Copyright © COVID19Tracker.ca 2020 // COVID19Tracker.ca reports both presumptive and confirmed cases in near real-time // contact@covid19tracker.ca

# COVID Tracking Project
The COVID Tracking Project collects and publishes the most complete testing data available for US states and territories

# ECDC
The European Centre for Disease Prevention and Control collects the number of COVID-19 cases and deaths, based on reports from health authorities worldwide. This comprehensive and systematic process is carried out on a daily basis.

# Geotab
Geotab is a telematics company specializing in GPS fleet management and vehicle tracking. This data set provides hourly average duration of border crossings between Canada and the US

# Github
These data sets provide case counts for several countries, and are updated and maintained by citizens from government sources.

# Harvard Global Health Institute
The Harvard Global Health institute created a model of hospital capacity and readiness across the US. This model builds on bed capacity data for each of 306 U.S. hospital markets (Hospital Referral Regions, HRR) with localized estimates of available beds, and beds needed to accommodate COVID-19 patients over the coming months.

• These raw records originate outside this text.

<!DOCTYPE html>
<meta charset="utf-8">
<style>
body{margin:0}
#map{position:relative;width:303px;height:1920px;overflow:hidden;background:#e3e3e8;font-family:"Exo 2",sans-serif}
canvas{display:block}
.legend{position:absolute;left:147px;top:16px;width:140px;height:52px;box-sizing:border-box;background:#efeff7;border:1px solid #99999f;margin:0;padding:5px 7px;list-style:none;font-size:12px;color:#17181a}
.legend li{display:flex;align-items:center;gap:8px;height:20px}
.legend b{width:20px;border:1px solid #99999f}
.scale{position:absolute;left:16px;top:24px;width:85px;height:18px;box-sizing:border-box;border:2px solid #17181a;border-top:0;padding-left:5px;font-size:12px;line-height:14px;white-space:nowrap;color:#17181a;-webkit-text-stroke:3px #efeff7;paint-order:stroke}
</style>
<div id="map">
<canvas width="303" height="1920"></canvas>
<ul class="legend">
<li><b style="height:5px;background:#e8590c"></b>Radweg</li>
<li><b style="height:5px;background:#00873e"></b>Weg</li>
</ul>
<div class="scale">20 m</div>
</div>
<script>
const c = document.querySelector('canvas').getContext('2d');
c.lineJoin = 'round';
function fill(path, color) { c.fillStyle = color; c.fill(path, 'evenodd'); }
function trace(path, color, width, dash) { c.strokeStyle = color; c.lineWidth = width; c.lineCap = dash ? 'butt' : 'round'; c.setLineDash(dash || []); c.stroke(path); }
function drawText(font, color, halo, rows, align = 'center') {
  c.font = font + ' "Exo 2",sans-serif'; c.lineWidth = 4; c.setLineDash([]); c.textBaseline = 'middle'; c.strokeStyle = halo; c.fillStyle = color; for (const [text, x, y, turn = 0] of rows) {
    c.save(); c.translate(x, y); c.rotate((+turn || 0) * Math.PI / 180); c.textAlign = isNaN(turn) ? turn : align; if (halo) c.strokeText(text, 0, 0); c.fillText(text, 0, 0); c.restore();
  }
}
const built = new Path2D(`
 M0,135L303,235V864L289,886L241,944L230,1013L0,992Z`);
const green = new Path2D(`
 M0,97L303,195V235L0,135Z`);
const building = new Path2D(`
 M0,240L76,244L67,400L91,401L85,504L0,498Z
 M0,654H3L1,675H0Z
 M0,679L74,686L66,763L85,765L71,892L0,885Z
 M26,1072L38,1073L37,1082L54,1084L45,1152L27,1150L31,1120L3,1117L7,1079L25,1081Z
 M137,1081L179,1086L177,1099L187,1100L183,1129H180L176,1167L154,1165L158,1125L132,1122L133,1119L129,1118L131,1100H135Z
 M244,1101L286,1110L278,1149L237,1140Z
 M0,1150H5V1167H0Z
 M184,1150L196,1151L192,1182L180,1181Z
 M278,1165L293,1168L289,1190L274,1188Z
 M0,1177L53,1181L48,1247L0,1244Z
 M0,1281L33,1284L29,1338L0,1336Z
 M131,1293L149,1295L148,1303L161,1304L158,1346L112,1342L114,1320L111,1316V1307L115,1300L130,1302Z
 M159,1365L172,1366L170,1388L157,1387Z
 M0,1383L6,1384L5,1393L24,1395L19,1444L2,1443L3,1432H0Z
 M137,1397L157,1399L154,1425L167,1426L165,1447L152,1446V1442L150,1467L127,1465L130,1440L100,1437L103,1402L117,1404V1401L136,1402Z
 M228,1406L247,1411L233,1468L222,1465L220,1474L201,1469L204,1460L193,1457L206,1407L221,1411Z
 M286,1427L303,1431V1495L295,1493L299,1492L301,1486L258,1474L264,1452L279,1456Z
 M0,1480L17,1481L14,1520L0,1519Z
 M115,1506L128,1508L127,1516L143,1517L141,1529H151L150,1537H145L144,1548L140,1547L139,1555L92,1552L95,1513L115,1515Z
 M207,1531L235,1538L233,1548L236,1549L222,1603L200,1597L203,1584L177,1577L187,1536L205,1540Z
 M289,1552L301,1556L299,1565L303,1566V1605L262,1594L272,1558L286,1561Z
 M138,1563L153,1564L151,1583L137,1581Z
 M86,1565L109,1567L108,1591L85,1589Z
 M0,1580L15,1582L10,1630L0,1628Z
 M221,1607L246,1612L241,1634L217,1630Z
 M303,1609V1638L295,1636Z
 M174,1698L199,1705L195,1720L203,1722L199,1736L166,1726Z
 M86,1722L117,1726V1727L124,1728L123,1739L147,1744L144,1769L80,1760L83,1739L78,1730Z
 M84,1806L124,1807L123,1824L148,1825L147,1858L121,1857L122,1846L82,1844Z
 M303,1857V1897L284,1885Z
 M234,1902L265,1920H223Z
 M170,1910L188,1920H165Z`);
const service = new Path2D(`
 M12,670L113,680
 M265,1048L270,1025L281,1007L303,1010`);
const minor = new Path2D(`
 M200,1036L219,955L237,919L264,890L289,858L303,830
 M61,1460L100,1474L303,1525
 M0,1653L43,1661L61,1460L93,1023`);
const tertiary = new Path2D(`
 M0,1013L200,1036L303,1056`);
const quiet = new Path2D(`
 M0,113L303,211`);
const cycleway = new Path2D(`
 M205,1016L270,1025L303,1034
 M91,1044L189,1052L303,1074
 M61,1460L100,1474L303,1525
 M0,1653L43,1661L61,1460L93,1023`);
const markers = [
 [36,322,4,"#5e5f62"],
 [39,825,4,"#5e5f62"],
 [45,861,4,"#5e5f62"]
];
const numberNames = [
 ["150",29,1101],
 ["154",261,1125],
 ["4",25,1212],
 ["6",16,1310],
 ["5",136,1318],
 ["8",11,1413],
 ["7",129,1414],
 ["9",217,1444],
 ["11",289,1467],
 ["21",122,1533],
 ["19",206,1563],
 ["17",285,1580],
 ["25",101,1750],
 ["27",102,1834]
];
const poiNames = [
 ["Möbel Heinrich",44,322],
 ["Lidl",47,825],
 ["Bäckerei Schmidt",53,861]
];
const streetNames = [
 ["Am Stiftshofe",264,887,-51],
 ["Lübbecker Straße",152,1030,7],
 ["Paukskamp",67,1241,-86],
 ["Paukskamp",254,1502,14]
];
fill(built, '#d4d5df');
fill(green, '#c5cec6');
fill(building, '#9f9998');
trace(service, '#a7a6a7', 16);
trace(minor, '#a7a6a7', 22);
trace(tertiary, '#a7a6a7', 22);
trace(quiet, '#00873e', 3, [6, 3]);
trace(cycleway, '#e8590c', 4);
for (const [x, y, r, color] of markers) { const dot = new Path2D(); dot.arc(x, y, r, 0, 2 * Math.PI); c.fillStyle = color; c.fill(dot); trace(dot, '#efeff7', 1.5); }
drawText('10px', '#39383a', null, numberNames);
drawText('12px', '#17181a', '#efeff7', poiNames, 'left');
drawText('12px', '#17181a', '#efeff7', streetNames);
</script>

It highlights where hospitals might find additional bed and ICU bed capacity as well as other shortages that need to be addressed—from workforce to ventilators.



# HDE
The Humanitarian Data Exchange (HDX) is an open platform for sharing data across crises and organisations. Provided are data sets with global information on testing, government responses, and school closures.

# HIFLD
Homeland Infrastructure Foundation-Level Data (HIFLD) provides National foundation-level geospatial data within the open public domain that can be useful to support community preparedness, resiliency, research, and more.

# IHME
Data describes the forecasting carried out by the IHME on the COVID-19 impact on hospital bed-days, ICU-days, ventilator days and deaths by US state in the next 4 months

# Johns Hopkins
These are the data powering the 2019 Novel Coronavirus Visual Dashboard operated by the Johns Hopkins University Center for Systems Science and Engineering (JHU CSSE). The data sources include the World Health Organization, the U.S. Centers for Disease Control and Prevention, the European Center for Disease Prevention and Control, the National Health Commission of the People’s Republic of China, local media reports, local health departments, and the DXY, one of the world’s largest online communities for physicians, health care professionals, pharmacies and facilities.

# New York Times
The New York Times is releasing a series of data files with cumulative counts of coronavirus cases in the United States, at the state and county level, over time. We are compiling this time series data from state and local governments and health departments in an attempt to provide a complete record of the ongoing outbreak.

# Next Strain
This data set describes the phylogeny of the hCoV-19 / SARS-CoV-2 genomes being sequenced globally. Site numbering and genome structure uses Wuhan-Hu-1/2019 as reference. The phylogeny is rooted relative to early samples from Wuhan. Temporal resolution assumes a nucleotide substitution rate of 8 × 10^-4 subs per site per year.

# Open Table
OpenTable is publishing changes in restaurant reservations across several regions in 2020 as a year-over-year percentage change compared to 2019

# Our World in Data
Our World In Data aims to aggregate existing research, bring together the relevant data and allow their readers to make sense of the published data and early research on the coronavirus outbreak. They have provided data on coronavirus cases and testing.